_Exercise_: Read through the lines below for the string "Order" and copy each one that has it.

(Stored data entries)
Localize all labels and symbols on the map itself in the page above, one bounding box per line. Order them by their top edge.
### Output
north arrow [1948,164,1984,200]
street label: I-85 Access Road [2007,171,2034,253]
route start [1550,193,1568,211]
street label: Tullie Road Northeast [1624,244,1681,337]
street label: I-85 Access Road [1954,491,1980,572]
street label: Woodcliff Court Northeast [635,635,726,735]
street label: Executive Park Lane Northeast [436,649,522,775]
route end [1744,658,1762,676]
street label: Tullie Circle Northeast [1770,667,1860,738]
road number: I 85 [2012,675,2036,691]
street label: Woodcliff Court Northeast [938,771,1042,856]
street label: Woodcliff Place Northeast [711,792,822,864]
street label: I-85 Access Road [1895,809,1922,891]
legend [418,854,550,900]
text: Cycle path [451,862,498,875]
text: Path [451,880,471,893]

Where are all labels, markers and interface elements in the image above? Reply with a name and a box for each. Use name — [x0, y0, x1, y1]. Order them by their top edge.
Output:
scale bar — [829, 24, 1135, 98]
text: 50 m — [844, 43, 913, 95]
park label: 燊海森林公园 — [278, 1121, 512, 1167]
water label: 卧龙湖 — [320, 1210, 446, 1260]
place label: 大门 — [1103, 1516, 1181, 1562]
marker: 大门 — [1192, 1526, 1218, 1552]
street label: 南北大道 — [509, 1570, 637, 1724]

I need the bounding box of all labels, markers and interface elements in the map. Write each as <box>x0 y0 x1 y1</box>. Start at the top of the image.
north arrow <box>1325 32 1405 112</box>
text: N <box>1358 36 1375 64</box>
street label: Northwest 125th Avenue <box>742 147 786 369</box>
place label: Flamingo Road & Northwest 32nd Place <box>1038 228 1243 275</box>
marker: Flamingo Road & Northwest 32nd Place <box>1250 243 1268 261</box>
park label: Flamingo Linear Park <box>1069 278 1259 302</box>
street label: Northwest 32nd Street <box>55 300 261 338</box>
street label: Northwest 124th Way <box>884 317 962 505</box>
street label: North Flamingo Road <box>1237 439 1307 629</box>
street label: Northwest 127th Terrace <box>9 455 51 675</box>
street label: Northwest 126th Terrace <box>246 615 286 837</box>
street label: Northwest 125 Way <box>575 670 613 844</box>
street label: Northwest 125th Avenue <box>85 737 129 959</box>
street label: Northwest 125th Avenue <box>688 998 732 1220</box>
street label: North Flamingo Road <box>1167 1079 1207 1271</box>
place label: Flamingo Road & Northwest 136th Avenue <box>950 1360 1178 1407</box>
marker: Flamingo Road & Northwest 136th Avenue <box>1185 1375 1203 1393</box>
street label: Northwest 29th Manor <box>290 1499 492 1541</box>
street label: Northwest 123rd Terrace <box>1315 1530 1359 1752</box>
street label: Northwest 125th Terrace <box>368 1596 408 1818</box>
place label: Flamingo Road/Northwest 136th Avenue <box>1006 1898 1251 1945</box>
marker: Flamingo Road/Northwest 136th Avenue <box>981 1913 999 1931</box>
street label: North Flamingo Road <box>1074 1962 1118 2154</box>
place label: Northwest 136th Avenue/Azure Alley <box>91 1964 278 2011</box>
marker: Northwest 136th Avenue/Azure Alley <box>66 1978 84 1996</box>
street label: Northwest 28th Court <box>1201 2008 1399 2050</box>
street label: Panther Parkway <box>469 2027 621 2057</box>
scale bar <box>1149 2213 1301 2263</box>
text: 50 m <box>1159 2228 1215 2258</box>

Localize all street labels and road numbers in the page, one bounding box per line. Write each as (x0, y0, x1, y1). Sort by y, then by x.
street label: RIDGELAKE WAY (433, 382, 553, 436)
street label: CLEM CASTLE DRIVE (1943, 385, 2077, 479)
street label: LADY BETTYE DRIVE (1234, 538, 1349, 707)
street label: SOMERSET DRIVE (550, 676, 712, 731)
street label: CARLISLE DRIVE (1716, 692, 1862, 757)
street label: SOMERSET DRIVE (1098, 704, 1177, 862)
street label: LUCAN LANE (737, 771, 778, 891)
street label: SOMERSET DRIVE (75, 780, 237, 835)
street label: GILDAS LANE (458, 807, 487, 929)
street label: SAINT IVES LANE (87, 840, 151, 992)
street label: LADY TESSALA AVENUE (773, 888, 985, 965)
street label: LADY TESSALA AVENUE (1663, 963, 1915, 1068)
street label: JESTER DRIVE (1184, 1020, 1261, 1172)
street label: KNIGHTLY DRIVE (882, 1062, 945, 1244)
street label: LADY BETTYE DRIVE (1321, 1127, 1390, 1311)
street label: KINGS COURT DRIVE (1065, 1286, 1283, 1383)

_Expected output_:
Localize all labels and symbols on the map itself in the page above, one bounding box per line. Order them by their top edge.
Where are all labels, markers and interface elements in the image above? Reply with a name and a box for each. Use name — [x0, y0, x1, y1]. Order them by their top edge.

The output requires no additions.